Le SGP et l'IYSSE ont déclaré dans un communiqué :« Dans les conditions de crise la plus profonde du capitalisme depuis les années 1930, de guerres dans le monde entier et de conflits croissants entre les grandes puissances, l'extrême droite est délibérément renforcée par la classe dirigeante afin d'imposer sa politique de militarisme, d'augmentation des pouvoirs de l'État à l'intérieur et à l'étranger, et d'austérité sociale ".

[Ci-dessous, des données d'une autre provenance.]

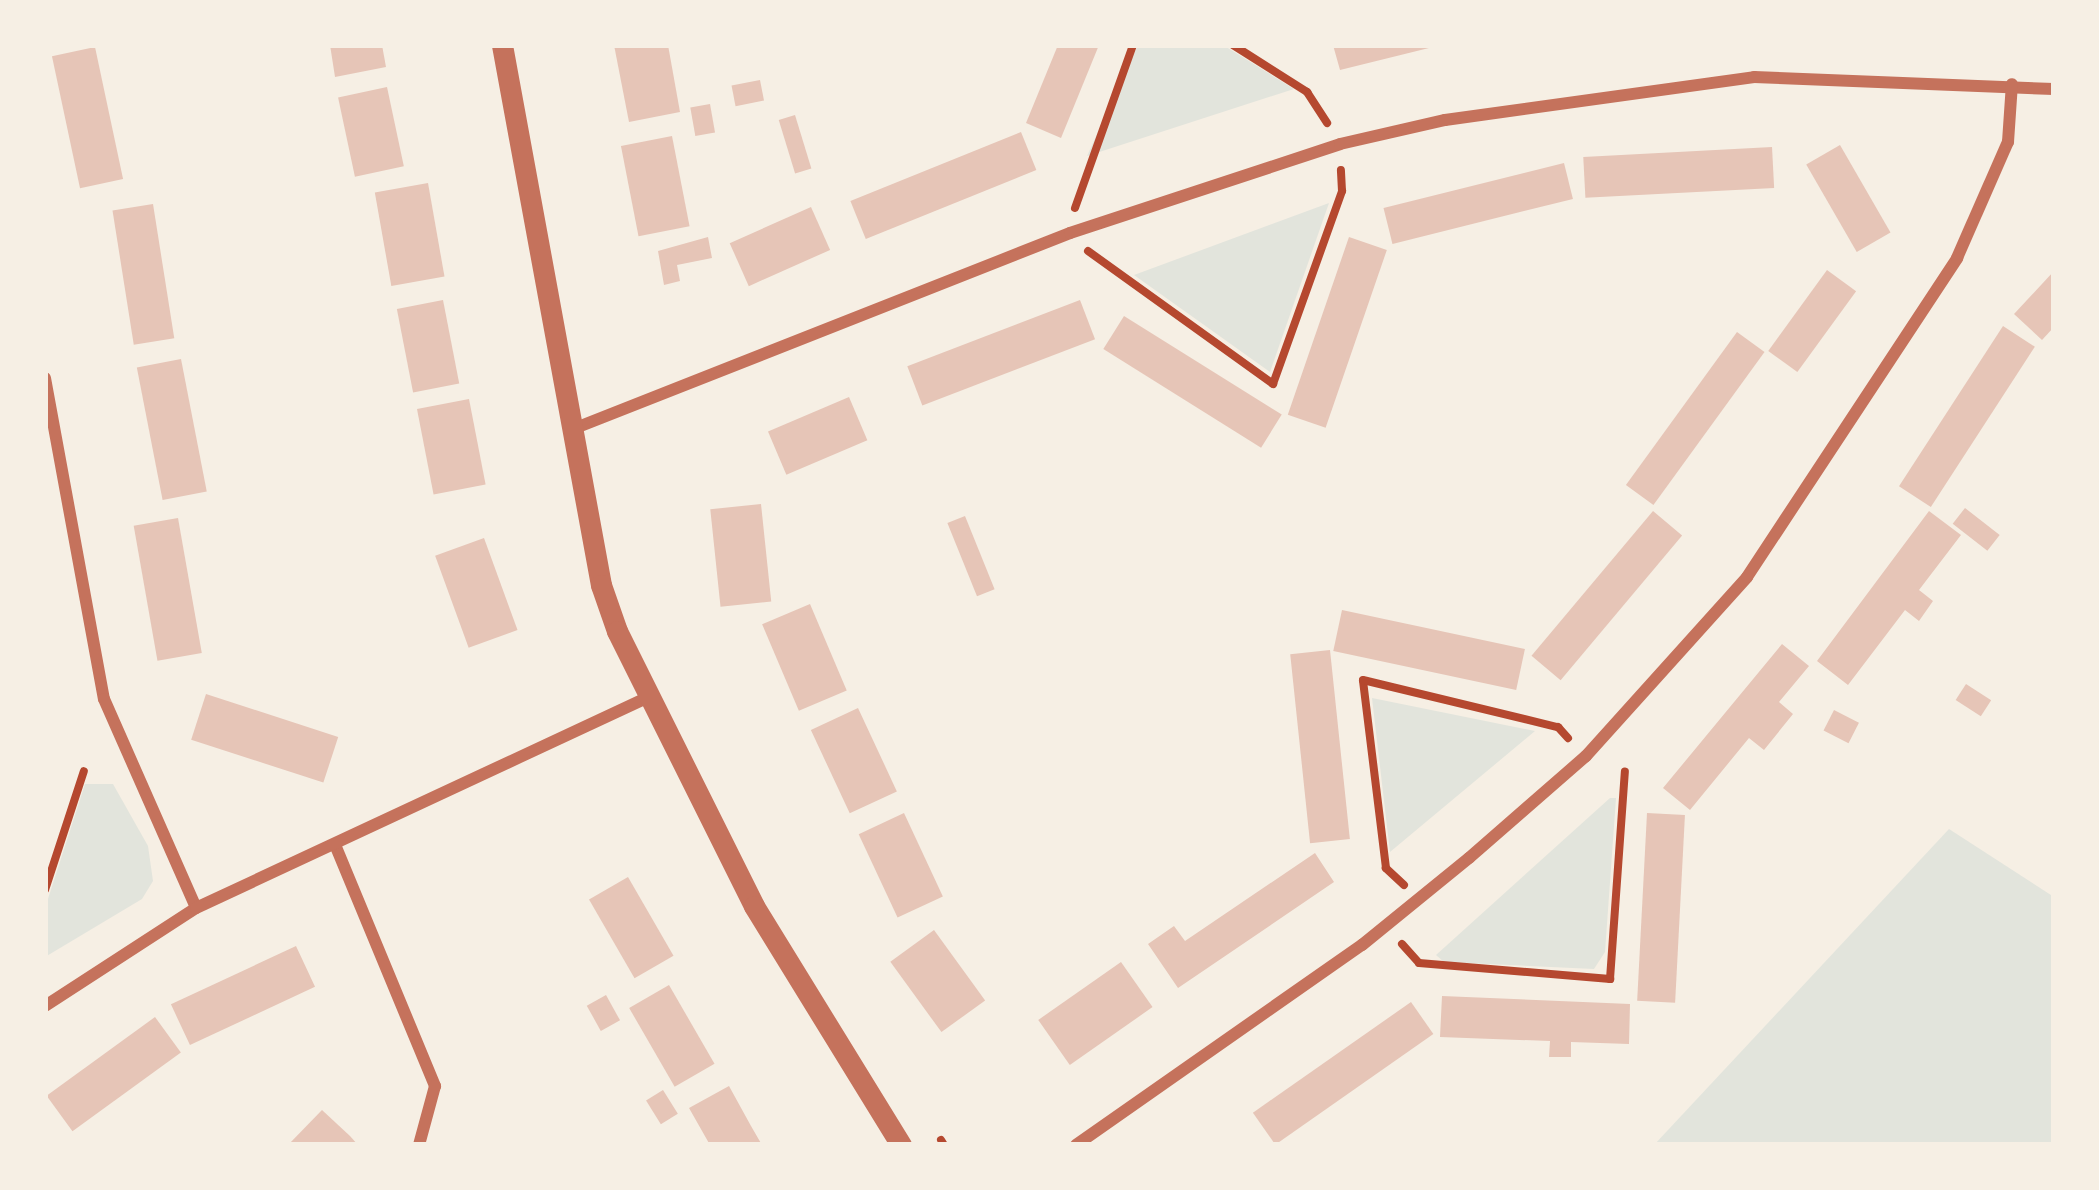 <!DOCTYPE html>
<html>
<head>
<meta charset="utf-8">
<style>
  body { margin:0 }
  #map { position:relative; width:2099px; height:1190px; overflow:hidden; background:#f6efe4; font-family:Raleway,sans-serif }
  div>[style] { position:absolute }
  .green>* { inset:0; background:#e2e4dc }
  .building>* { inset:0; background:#e6c5b7; transform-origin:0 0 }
  .path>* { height:8px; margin:-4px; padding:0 4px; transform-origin:4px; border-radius:4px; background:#b5482f }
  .minor>* { height:12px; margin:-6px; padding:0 6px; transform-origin:6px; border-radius:6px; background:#c5725c }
  .tertiary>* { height:21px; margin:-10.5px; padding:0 10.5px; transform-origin:10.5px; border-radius:10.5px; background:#c5725c }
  span { translate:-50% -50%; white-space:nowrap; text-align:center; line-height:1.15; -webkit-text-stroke:12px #f6efe4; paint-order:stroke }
  .frame { position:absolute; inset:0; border:48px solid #f6efe4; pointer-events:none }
</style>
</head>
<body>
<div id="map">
  <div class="green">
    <div style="clip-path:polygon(1138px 45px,1223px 45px,1294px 89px,1087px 156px)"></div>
    <div style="clip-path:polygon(1329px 203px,1270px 372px,1134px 275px)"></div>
    <div style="clip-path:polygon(1372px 698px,1535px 731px,1390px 852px)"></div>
    <div style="clip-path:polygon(85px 784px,113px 784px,148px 846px,153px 881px,142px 899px,45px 957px,45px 908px)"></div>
    <div style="clip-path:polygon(1610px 798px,1616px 798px,1605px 952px,1594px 969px,1444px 962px,1436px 955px)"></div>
    <div style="clip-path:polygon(1949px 829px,2054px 897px,2054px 1145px,1654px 1145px)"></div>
  </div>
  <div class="building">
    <div style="clip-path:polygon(330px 45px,382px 45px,386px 67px,335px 77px)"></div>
    <div style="clip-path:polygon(614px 45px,668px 45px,680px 112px,629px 122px)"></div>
    <div style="clip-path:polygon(1058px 45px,1099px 45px,1061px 138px,1026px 123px)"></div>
    <div style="clip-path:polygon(1333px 45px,1433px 45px,1433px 47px,1340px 70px)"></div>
    <div style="left:95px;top:47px;width:135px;height:44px;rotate:78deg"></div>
    <div style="left:760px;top:80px;width:21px;height:29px;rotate:79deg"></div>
    <div style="left:387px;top:87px;width:81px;height:50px;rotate:78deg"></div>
    <div style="left:710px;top:104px;width:29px;height:20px;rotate:80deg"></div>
    <div style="left:795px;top:115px;width:56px;height:17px;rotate:73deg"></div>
    <div style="left:1021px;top:132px;width:41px;height:184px;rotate:68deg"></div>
    <div style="left:672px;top:136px;width:92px;height:52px;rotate:79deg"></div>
    <div style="left:1840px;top:145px;width:101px;height:39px;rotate:60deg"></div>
    <div style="left:1772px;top:147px;width:41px;height:189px;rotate:87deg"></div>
    <div style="left:1564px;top:163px;width:37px;height:186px;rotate:76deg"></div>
    <div style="left:428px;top:183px;width:95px;height:54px;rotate:80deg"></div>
    <div style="left:153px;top:204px;width:136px;height:41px;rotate:81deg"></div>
    <div style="left:811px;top:207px;width:47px;height:89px;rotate:66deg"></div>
    <div style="clip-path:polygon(708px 237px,712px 258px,677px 265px,680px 281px,664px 285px,658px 251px)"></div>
    <div style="left:1349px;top:237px;width:40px;height:188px;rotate:19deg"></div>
    <div style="left:1827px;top:270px;width:36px;height:100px;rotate:36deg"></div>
    <div style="clip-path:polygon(2054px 271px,2054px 327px,2042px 340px,2014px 314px)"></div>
    <div style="left:443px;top:300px;width:85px;height:47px;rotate:79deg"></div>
    <div style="left:1080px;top:300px;width:42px;height:185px;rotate:69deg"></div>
    <div style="left:1124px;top:316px;width:186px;height:39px;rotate:32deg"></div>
    <div style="left:2003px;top:326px;width:38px;height:191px;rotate:33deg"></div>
    <div style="left:1737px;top:332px;width:34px;height:189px;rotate:36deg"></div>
    <div style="left:181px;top:359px;width:135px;height:45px;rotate:79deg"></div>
    <div style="left:849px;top:397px;width:47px;height:88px;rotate:67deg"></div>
    <div style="left:469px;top:399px;width:87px;height:53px;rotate:79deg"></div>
    <div style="left:761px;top:504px;width:98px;height:51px;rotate:84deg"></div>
    <div style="left:1965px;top:508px;width:44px;height:20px;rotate:38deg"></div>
    <div style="left:1653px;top:511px;width:38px;height:189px;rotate:40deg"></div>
    <div style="clip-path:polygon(1929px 511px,1961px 535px,1919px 590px,1933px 601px,1919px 621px,1905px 610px,1848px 685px,1817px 661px)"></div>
    <div style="left:965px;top:516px;width:79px;height:19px;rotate:68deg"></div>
    <div style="left:178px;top:518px;width:137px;height:45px;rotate:80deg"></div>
    <div style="left:484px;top:538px;width:98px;height:52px;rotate:70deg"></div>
    <div style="left:810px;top:604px;width:94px;height:52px;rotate:67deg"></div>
    <div style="left:1342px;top:610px;width:187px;height:42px;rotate:12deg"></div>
    <div style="clip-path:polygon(1782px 644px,1809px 666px,1779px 702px,1793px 714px,1764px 750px,1749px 738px,1690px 810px,1663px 788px)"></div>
    <div style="left:1330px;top:650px;width:190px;height:40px;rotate:84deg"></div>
    <div style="left:1966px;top:684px;width:30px;height:19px;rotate:33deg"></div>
    <div style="left:206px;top:694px;width:139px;height:48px;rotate:18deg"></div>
    <div style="left:858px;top:708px;width:92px;height:52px;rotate:65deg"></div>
    <div style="left:1834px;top:710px;width:28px;height:23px;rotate:27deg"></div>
    <div style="left:904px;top:813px;width:92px;height:50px;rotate:65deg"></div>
    <div style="left:1647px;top:813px;width:38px;height:188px;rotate:3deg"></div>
    <div style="clip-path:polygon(1315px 853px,1334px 882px,1178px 988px,1148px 944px,1174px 926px,1185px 941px)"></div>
    <div style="left:628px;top:877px;width:91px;height:45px;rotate:60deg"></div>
    <div style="left:934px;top:930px;width:87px;height:54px;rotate:54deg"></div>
    <div style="left:296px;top:946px;width:45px;height:138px;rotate:65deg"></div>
    <div style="left:1121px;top:962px;width:55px;height:101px;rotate:55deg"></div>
    <div style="left:669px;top:985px;width:91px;height:46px;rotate:60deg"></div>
    <div style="left:606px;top:995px;width:29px;height:22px;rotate:61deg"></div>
    <div style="clip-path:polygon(1442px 996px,1630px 1004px,1629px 1044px,1571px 1042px,1571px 1057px,1549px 1057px,1550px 1041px,1440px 1037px)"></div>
    <div style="left:1411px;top:1002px;width:39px;height:193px;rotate:55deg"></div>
    <div style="left:155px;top:1017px;width:44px;height:134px;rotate:54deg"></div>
    <div style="clip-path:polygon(729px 1086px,751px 1126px,762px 1145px,710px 1145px,689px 1108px)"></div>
    <div style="left:663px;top:1090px;width:28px;height:20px;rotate:58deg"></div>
    <div style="clip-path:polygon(322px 1110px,350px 1136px,358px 1145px,288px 1145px)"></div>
  </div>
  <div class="path">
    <div style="left:1233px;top:45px;width:88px;rotate:32.4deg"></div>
    <div style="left:1307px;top:92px;width:37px;rotate:57deg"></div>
    <div style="left:1075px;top:208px;width:173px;rotate:-70.4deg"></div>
    <div style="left:1088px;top:251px;width:228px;rotate:35.7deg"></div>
    <div style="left:1273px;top:384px;width:205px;rotate:-70.3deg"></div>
    <div style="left:1342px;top:191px;width:21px;rotate:-93deg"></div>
    <div style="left:1404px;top:885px;width:25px;rotate:-137deg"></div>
    <div style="left:1386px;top:868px;width:189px;rotate:-97deg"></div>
    <div style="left:1363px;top:680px;width:201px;rotate:13.6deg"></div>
    <div style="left:1558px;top:727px;width:15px;rotate:48deg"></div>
    <div style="left:45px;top:890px;width:125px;rotate:-71.9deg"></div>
    <div style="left:1402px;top:944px;width:25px;rotate:48deg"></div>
    <div style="left:1419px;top:963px;width:192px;rotate:4.8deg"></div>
    <div style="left:1610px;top:979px;width:208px;rotate:-85.9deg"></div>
    <div style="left:941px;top:1140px;width:6px;rotate:59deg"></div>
  </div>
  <div class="minor">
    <div style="left:45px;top:378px;width:326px;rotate:79.6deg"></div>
    <div style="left:104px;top:699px;width:228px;rotate:66.2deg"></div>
    <div style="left:573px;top:429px;width:534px;rotate:-21.52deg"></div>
    <div style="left:1070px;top:233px;width:284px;rotate:-18.2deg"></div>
    <div style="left:1340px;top:144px;width:108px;rotate:-12.9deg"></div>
    <div style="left:1445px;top:120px;width:312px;rotate:-7.9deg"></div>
    <div style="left:1754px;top:77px;width:300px;rotate:2.3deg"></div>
    <div style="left:336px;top:847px;width:259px;rotate:67.5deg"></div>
    <div style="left:435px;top:1086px;width:61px;rotate:105.2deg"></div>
    <div style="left:45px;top:1006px;width:180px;rotate:-33deg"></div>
    <div style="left:196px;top:908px;width:497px;rotate:-25deg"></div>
    <div style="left:1076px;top:1145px;width:349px;rotate:-35deg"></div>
    <div style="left:1362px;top:945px;width:138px;rotate:-39.1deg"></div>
    <div style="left:1469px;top:858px;width:155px;rotate:-41.1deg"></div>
    <div style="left:1586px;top:756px;width:241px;rotate:-48deg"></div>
    <div style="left:1747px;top:577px;width:382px;rotate:-56.6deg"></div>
    <div style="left:1957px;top:258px;width:127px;rotate:-66.3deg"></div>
    <div style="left:2008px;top:142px;width:58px;rotate:-86.1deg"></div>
  </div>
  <div class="tertiary">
    <div style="left:502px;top:45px;width:549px;rotate:79.61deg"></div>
    <div style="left:601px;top:585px;width:49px;rotate:70.8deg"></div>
    <div style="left:617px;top:631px;width:307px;rotate:63.5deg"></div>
    <div style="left:754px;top:906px;width:281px;rotate:58.4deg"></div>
  </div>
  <div class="frame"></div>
</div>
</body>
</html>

La déclaration poursuit en expliquant que les origines des dirigeants politiques de l'AfD démontraient que la lutte contre l'extrême droite ne pouvait pas être basée sur l'Etat capitaliste et ses partis politiques. De larges sections de l'AfD ont été recrutées directement dans l'appareil d'État – y compris dans l'armée, l’appareil judicaire et la police – ou étaient d’anciens membres des autres partis bourgeois. La déclaration du SGP insistait pour dire que «La leçon la plus importante de l'histoire allemande est que la lutte contre le fascisme et la guerre est inséparable de la lutte contre leur cause, le capitalisme, et contre tous les partis qui défendent ce système en faillite ».

Le SGP a joué un rôle de premier plan dans la lutte contre l'extrémisme de droite en Europe. En 2014, le parti a lancé une campagne contre la promotion officielle des professeurs d'extrême droite Jorg Baberowski et Herfried Münkler. Pour cela, il a été atttaqué par l'establishment politique, qui s'est précipité à la défense de ces idéologues d'extrême droite.

De nombreux manifestants étaient conscients du lien entre la montée de la droite fascisante et la politique capitaliste de guerre et d'austérité. Martin Morand, un physiothérapeute, s'est prononcé contre l'augmentation prévue des dépenses militaires de la ‘Grande Coalition’ (CDU-SPD). L'argent serait mieux investi dans la lutte contre la «pauvreté réelle», a-t-il déclaré. «Les gens fuient la guerre et la violence et les mauvaises conditions en Afrique ». Au lieu du réarmement militaire, Martin a appelé à transformer les «épées en charrues ».

René, enseignant d'allemand, a amené son fils au rassemblement. Il a été motivé à y participer par la tirade fasciste de la dirigeante de l'AfD Alice Weidel la semaine dernière. Jusqu'à il y a quelques années il pensait que, après 1945, quelque chose comme ça « ne pourrait jamais avoir lieu. » « Je suis très attristé du fait que cela soit accepté. C'est pourquoi j'ai dit à mon fils: allons à la manifestation aujourd'hui pour aider. »

René a déclaré que la démagogie de l'AfD était la même que celle utilisée par Hitler et les nazis, mais les partis établis adoptaient «progressivement » les positions de l'AFD.